● **About this exercise**:
Find the number of lines containing the string "JSON" in the data. Answer with the number by itself.

+++ Data excerpts +++

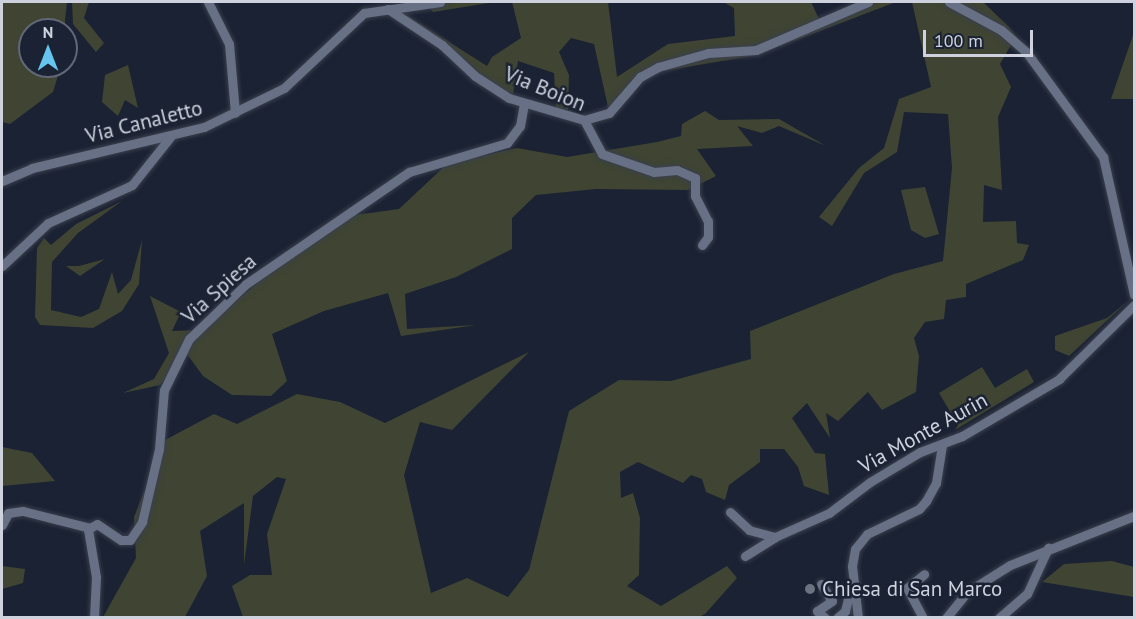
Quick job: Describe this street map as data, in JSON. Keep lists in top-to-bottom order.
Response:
{
  "streets": {
    "street": [
      "Via Boion",
      "Via Canaletto",
      "Via Spiesa",
      "Via Monte Aurin"
    ]
  },
  "crossings": [
    ["Via Boion", "Via Canaletto"],
    ["Via Boion", "Via Spiesa"]
  ],
  "places": ["Chiesa di San Marco"],
  "scale_bar": "100 m",
  "north": "top"
}
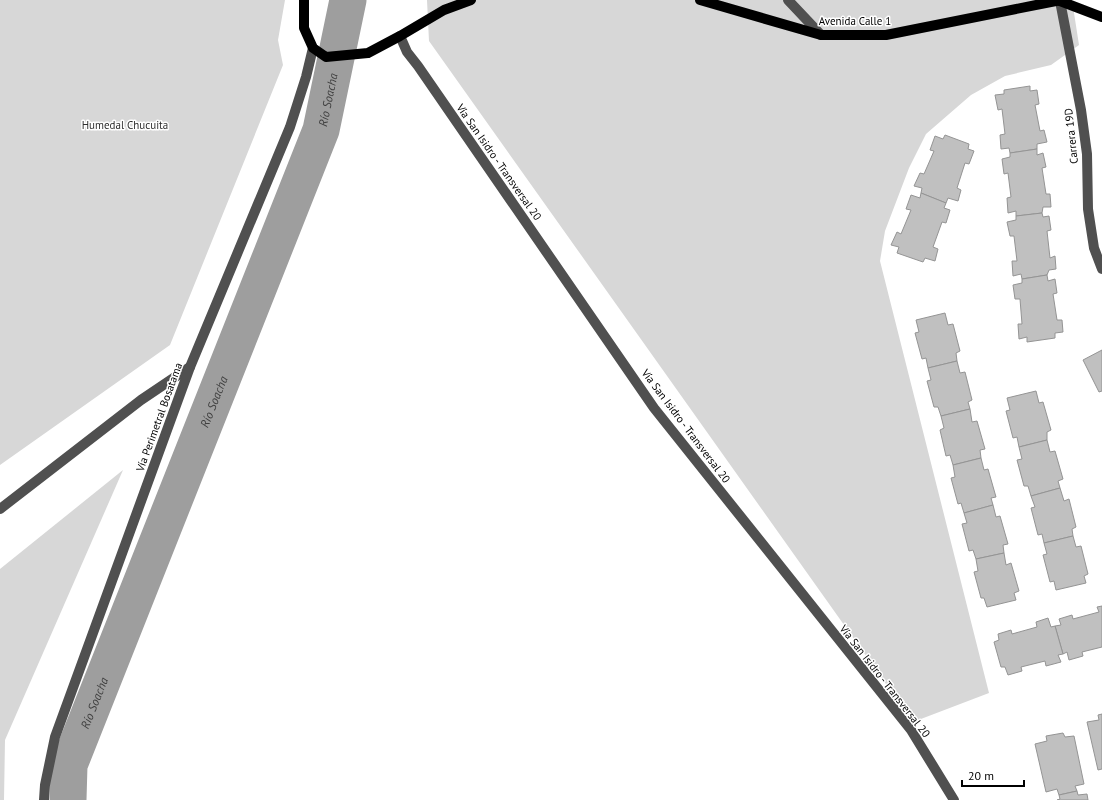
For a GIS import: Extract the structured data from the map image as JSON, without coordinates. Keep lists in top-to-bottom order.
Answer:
{
  "streets": {
    "main road": ["Avenida Calle 1"],
    "street": ["Carrera 19D", "Vía San Isidro - Transversal 20", "Vía Perimetral Bosatama"]
  },
  "crossings": [
    ["Avenida Calle 1", "Carrera 19D"]
  ],
  "water": ["Río Soacha"],
  "parks": ["Humedal Chucuita"],
  "scale_bar": "20 m"
}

+++

● **Response to the task**:
2